What this task involves
After locating "Annotation task. Summarize" in the listing below, copy that line and each one after it exactly, ending with the line that has "Input: one rendered map. Describe".

[Opening Provided records section]

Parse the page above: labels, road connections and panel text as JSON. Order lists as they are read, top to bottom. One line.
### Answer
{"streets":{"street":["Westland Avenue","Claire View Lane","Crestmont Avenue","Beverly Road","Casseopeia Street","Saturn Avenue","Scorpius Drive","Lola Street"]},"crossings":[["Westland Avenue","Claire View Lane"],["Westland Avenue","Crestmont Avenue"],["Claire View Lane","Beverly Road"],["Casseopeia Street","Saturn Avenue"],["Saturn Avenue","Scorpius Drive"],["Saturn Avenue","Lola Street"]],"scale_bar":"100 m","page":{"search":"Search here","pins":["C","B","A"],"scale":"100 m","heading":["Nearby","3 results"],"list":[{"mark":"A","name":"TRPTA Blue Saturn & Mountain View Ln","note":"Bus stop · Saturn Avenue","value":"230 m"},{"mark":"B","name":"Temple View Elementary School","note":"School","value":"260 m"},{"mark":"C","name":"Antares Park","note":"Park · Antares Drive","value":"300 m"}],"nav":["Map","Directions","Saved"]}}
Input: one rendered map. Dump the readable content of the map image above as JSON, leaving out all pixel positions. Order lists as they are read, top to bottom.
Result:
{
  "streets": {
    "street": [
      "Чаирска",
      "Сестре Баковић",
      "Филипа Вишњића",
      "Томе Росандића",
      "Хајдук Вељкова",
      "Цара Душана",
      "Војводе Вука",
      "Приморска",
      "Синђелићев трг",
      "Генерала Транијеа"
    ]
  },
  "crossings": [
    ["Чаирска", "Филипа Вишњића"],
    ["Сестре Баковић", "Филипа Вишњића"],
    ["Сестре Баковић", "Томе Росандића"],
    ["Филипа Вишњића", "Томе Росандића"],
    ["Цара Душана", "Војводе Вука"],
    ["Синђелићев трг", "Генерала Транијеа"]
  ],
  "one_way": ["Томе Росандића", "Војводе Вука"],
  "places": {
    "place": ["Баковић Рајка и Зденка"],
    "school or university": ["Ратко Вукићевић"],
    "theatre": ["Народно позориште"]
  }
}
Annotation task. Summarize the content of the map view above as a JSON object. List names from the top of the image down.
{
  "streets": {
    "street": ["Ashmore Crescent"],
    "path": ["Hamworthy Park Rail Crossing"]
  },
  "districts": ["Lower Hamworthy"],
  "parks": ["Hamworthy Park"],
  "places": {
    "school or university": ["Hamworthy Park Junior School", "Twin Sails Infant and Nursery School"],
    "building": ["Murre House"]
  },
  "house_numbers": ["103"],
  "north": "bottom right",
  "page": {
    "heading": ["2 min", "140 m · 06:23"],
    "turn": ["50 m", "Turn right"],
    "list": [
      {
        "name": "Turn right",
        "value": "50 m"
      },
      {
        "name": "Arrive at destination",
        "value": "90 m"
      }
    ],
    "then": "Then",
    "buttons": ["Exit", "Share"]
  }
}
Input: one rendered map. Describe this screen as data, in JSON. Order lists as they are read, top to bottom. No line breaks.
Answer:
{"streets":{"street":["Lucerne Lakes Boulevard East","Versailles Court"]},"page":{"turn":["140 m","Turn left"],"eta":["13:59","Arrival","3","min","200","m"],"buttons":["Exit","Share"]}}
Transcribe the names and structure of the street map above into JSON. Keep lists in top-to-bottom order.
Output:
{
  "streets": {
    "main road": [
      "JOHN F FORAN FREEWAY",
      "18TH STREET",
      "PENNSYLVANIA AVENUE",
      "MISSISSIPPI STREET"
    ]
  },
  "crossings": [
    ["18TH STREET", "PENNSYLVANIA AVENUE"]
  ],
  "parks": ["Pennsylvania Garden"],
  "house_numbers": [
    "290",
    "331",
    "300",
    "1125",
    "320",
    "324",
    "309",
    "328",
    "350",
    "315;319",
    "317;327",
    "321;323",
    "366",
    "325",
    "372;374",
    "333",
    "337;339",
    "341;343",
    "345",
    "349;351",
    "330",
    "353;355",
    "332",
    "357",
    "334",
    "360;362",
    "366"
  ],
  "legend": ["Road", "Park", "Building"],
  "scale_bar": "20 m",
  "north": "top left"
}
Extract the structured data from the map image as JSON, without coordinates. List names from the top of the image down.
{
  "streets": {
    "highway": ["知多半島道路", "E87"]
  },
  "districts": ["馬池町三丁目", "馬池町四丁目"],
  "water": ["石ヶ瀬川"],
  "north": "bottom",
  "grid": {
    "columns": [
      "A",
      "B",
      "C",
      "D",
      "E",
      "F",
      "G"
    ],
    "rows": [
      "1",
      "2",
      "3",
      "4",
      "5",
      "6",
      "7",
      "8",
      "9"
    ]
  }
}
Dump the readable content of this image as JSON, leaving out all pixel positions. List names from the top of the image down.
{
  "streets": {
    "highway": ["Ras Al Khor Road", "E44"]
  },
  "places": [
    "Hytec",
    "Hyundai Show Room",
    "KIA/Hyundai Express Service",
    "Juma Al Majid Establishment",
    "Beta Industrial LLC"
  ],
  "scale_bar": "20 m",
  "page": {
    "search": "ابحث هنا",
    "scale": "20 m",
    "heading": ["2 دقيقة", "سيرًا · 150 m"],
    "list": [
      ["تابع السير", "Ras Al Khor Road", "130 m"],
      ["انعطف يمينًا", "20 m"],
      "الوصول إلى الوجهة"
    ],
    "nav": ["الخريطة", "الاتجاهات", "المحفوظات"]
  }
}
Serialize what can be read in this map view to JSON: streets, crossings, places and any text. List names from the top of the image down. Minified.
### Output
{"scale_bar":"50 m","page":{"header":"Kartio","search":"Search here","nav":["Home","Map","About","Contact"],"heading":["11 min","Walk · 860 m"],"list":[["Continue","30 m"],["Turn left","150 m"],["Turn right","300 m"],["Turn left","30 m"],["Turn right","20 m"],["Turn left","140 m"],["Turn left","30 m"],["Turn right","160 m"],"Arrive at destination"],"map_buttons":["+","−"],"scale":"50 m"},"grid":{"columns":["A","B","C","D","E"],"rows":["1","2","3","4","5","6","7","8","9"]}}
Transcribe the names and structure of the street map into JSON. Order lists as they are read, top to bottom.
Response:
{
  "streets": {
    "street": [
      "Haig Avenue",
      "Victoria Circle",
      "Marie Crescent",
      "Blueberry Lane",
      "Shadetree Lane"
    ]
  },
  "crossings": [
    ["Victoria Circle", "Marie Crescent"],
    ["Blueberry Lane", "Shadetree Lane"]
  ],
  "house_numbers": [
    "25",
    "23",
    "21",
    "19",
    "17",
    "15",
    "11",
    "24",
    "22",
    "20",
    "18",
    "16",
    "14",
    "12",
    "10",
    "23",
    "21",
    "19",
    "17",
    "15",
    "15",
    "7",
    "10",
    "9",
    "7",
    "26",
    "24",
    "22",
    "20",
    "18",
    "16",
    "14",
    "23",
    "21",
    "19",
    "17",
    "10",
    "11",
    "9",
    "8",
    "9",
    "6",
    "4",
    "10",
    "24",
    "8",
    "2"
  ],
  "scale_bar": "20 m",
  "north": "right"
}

[Closing Provided records section]

Written reply
Annotation task. Summarize the content of the map view above as a JSON object. List names from the top of the image down.
{
  "streets": {
    "street": ["Ashmore Crescent"],
    "path": ["Hamworthy Park Rail Crossing"]
  },
  "districts": ["Lower Hamworthy"],
  "parks": ["Hamworthy Park"],
  "places": {
    "school or university": ["Hamworthy Park Junior School", "Twin Sails Infant and Nursery School"],
    "building": ["Murre House"]
  },
  "house_numbers": ["103"],
  "north": "bottom right",
  "page": {
    "heading": ["2 min", "140 m · 06:23"],
    "turn": ["50 m", "Turn right"],
    "list": [
      {
        "name": "Turn right",
        "value": "50 m"
      },
      {
        "name": "Arrive at destination",
        "value": "90 m"
      }
    ],
    "then": "Then",
    "buttons": ["Exit", "Share"]
  }
}
Input: one rendered map. Describe this screen as data, in JSON. Order lists as they are read, top to bottom. No line breaks.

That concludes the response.